ASSIGNMENT => Starting with the line that contains "Instruction: Serialize what", reproduce each line through the end of the entries exactly as written.

MATERIAL FOR THE TASK =>

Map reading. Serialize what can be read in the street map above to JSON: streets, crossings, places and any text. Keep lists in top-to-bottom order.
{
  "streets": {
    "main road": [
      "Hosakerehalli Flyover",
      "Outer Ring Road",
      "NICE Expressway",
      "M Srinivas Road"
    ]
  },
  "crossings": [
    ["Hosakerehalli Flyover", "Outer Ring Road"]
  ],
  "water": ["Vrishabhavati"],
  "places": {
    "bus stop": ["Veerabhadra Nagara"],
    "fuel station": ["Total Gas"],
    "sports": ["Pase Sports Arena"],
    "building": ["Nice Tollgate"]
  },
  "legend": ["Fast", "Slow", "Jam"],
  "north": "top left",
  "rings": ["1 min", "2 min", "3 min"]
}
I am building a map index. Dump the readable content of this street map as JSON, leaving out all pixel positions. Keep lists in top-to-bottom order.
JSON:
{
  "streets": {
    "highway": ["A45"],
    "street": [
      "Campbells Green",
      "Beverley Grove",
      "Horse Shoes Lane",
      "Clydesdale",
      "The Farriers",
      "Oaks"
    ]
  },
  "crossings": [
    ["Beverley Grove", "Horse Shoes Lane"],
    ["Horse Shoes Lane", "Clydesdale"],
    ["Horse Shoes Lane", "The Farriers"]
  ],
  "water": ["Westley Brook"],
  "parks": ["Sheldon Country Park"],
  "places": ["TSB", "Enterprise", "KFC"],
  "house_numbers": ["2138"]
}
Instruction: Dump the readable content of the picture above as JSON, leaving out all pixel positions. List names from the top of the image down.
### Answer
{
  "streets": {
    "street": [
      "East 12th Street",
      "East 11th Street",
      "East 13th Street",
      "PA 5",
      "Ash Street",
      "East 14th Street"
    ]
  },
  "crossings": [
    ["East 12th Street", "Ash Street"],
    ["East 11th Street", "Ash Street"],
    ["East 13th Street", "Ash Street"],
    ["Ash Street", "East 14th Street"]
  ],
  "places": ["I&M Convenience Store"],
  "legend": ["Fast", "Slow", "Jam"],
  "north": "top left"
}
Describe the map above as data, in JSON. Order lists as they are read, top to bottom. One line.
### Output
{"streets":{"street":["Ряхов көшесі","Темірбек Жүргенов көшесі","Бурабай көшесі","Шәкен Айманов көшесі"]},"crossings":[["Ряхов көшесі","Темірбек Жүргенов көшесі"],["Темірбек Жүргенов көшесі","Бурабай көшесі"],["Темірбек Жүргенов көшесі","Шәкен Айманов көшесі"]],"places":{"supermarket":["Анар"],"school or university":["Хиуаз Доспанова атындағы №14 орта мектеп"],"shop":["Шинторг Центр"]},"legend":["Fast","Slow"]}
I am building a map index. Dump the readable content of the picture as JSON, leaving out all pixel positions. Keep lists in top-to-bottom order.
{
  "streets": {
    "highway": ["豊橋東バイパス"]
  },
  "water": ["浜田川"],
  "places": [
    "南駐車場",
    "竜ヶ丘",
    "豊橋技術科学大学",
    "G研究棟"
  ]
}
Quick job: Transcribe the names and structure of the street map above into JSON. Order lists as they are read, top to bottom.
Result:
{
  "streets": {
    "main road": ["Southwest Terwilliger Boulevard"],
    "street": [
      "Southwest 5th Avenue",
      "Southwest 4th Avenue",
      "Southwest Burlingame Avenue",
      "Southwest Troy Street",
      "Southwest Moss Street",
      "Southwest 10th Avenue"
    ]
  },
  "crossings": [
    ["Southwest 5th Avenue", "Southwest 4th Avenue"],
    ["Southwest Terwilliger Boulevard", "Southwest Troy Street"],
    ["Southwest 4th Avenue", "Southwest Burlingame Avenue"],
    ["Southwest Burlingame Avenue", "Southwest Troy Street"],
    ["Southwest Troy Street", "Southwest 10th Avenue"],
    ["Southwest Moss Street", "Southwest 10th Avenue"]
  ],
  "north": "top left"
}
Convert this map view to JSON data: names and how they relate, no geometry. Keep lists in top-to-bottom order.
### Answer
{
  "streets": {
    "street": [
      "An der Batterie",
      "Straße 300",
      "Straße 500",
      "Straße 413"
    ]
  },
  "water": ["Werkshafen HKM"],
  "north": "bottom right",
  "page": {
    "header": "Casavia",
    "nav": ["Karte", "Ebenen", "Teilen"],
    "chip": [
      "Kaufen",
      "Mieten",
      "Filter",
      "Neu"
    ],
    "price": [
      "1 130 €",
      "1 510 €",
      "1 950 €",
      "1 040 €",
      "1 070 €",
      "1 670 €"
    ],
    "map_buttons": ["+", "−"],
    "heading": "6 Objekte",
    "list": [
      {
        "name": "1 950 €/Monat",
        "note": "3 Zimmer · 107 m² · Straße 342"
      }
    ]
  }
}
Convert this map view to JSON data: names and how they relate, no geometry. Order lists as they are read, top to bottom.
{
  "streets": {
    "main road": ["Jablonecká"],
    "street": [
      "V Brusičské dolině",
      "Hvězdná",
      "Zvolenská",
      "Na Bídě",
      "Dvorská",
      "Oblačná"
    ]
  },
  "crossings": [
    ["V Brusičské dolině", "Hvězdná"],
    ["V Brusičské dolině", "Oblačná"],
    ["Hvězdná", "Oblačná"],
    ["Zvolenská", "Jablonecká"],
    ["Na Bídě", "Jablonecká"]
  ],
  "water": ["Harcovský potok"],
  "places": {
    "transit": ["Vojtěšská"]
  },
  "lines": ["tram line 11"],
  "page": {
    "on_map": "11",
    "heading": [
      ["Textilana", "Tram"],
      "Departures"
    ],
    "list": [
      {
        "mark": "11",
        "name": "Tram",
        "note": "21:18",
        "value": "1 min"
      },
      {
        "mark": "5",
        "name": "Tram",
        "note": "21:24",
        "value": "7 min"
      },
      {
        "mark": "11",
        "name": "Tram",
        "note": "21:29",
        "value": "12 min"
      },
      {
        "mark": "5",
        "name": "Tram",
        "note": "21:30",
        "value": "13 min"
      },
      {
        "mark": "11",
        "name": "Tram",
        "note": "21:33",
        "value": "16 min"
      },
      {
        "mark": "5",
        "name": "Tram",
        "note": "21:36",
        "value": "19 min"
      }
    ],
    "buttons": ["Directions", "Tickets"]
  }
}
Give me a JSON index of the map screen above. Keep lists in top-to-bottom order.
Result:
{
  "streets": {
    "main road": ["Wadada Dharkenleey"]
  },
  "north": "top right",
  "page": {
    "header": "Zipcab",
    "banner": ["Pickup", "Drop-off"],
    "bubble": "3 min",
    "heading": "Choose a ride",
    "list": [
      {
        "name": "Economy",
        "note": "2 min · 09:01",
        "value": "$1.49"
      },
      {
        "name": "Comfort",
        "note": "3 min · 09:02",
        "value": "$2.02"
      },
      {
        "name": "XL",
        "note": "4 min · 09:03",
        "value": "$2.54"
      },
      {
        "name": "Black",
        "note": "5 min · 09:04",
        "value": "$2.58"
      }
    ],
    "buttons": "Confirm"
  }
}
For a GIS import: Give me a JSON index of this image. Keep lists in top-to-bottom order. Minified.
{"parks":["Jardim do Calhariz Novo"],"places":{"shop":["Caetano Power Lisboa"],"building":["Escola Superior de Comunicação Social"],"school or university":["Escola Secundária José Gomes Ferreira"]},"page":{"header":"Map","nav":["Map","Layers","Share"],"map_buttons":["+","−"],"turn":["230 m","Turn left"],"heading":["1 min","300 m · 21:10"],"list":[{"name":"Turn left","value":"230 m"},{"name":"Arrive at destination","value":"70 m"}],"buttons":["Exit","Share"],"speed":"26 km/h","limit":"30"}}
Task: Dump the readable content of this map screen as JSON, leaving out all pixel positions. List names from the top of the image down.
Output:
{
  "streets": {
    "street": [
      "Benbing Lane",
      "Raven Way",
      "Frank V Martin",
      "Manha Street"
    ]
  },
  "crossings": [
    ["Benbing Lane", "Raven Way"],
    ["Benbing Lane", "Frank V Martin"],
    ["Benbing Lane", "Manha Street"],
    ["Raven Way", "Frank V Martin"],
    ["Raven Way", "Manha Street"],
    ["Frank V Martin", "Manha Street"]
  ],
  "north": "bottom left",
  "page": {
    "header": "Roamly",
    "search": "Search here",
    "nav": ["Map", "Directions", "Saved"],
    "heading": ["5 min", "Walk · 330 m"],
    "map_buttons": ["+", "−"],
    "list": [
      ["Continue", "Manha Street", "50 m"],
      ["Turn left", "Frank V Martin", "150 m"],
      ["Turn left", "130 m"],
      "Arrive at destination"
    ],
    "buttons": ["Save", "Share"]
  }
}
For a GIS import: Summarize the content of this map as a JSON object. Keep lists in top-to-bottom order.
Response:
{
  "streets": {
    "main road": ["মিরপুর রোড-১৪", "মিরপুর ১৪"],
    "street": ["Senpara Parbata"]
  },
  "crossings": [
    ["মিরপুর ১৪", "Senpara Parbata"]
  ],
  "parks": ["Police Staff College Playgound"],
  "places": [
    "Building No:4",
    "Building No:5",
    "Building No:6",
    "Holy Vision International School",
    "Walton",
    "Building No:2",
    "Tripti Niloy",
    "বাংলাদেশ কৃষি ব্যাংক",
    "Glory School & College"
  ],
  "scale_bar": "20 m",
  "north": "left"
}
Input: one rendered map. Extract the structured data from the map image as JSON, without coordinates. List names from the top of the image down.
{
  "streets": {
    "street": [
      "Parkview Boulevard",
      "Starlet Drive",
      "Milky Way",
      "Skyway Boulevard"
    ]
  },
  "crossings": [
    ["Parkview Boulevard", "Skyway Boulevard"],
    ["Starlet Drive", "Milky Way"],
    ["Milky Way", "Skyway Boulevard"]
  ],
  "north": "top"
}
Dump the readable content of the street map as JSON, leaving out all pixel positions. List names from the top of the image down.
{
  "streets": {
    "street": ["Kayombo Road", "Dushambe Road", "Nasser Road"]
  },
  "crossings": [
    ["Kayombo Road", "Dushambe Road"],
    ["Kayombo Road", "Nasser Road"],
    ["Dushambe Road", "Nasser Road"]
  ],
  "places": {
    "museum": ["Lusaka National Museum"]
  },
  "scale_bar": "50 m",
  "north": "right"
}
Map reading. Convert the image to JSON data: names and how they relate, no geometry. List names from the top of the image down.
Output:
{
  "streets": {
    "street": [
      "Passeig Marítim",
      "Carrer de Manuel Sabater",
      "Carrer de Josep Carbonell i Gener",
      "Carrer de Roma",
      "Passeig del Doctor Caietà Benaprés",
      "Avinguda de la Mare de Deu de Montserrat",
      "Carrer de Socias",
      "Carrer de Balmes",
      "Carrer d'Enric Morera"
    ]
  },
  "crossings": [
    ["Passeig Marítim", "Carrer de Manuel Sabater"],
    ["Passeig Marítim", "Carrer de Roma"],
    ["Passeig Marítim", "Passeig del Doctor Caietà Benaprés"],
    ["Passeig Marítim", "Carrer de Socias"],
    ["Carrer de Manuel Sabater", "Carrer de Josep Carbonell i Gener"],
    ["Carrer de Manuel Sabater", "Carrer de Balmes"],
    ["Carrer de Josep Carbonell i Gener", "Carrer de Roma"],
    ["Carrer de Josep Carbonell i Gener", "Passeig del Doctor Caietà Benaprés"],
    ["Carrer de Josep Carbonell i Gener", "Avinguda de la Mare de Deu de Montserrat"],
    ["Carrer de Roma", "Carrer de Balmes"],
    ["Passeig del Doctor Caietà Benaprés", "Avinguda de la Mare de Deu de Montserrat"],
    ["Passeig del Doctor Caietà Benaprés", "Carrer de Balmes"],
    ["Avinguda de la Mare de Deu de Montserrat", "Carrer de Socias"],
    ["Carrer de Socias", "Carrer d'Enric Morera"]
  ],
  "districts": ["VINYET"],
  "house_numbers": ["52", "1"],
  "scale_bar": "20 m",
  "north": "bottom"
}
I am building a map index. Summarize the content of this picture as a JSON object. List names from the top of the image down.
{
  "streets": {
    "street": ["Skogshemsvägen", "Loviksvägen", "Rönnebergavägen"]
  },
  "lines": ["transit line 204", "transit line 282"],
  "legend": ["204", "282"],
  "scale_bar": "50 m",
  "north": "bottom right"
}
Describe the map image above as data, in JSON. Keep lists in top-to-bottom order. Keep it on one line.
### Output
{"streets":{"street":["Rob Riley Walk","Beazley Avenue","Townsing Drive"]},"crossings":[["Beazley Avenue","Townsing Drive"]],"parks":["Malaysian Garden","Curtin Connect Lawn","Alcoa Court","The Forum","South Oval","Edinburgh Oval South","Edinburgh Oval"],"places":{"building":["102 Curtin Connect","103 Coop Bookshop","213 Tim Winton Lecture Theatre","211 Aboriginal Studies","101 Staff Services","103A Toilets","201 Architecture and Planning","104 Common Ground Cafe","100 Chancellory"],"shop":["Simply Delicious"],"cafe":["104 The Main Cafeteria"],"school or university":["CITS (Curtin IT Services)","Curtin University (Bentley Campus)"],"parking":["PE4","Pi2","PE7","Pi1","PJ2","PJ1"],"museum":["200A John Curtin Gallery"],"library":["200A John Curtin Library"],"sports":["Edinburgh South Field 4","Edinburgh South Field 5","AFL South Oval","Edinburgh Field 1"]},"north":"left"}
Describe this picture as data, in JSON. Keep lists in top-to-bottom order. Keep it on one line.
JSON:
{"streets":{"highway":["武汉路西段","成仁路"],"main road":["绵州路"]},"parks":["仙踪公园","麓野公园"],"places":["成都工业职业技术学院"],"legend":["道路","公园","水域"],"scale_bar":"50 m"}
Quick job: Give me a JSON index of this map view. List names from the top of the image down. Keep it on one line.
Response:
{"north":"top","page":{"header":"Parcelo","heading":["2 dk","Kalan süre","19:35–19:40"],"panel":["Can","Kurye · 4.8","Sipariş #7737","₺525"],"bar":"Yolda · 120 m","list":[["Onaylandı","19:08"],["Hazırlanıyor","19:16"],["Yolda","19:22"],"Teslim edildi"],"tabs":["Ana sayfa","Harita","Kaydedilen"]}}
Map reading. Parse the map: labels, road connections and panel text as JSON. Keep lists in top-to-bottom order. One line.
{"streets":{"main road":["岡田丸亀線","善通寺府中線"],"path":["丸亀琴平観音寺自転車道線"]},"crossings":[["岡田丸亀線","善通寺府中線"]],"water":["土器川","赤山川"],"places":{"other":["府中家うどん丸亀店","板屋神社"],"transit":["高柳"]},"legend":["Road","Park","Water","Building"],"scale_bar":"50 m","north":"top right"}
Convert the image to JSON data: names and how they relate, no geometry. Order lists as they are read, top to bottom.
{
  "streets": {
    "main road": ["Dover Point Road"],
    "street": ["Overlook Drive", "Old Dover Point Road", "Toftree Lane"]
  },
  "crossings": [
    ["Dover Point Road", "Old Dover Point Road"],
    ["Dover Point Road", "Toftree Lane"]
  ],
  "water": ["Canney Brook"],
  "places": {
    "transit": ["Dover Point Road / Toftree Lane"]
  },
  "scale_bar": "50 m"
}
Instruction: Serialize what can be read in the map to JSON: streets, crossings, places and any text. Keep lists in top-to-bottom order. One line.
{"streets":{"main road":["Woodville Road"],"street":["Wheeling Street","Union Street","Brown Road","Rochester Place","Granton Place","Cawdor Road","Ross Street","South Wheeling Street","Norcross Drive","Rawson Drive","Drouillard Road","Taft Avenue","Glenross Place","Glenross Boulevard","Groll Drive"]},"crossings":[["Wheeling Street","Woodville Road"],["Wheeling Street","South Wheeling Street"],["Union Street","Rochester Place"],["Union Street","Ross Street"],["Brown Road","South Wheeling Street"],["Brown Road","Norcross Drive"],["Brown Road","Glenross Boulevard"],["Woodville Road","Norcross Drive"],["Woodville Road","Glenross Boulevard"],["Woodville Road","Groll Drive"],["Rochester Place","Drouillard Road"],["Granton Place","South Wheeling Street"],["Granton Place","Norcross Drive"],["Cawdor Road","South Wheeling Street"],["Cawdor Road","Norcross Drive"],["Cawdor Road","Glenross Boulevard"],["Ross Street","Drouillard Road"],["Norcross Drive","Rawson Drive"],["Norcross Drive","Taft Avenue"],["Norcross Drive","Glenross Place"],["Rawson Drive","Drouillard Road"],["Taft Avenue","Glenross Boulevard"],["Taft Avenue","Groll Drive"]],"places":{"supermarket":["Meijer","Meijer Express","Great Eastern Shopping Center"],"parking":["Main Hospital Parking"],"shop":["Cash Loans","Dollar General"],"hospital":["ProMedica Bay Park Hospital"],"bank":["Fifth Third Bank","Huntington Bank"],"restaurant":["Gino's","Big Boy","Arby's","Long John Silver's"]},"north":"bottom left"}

ANSWER TO THE PROBLEM =>
Instruction: Serialize what can be read in the map to JSON: streets, crossings, places and any text. Keep lists in top-to-bottom order. One line.
{"streets":{"main road":["Woodville Road"],"street":["Wheeling Street","Union Street","Brown Road","Rochester Place","Granton Place","Cawdor Road","Ross Street","South Wheeling Street","Norcross Drive","Rawson Drive","Drouillard Road","Taft Avenue","Glenross Place","Glenross Boulevard","Groll Drive"]},"crossings":[["Wheeling Street","Woodville Road"],["Wheeling Street","South Wheeling Street"],["Union Street","Rochester Place"],["Union Street","Ross Street"],["Brown Road","South Wheeling Street"],["Brown Road","Norcross Drive"],["Brown Road","Glenross Boulevard"],["Woodville Road","Norcross Drive"],["Woodville Road","Glenross Boulevard"],["Woodville Road","Groll Drive"],["Rochester Place","Drouillard Road"],["Granton Place","South Wheeling Street"],["Granton Place","Norcross Drive"],["Cawdor Road","South Wheeling Street"],["Cawdor Road","Norcross Drive"],["Cawdor Road","Glenross Boulevard"],["Ross Street","Drouillard Road"],["Norcross Drive","Rawson Drive"],["Norcross Drive","Taft Avenue"],["Norcross Drive","Glenross Place"],["Rawson Drive","Drouillard Road"],["Taft Avenue","Glenross Boulevard"],["Taft Avenue","Groll Drive"]],"places":{"supermarket":["Meijer","Meijer Express","Great Eastern Shopping Center"],"parking":["Main Hospital Parking"],"shop":["Cash Loans","Dollar General"],"hospital":["ProMedica Bay Park Hospital"],"bank":["Fifth Third Bank","Huntington Bank"],"restaurant":["Gino's","Big Boy","Arby's","Long John Silver's"]},"north":"bottom left"}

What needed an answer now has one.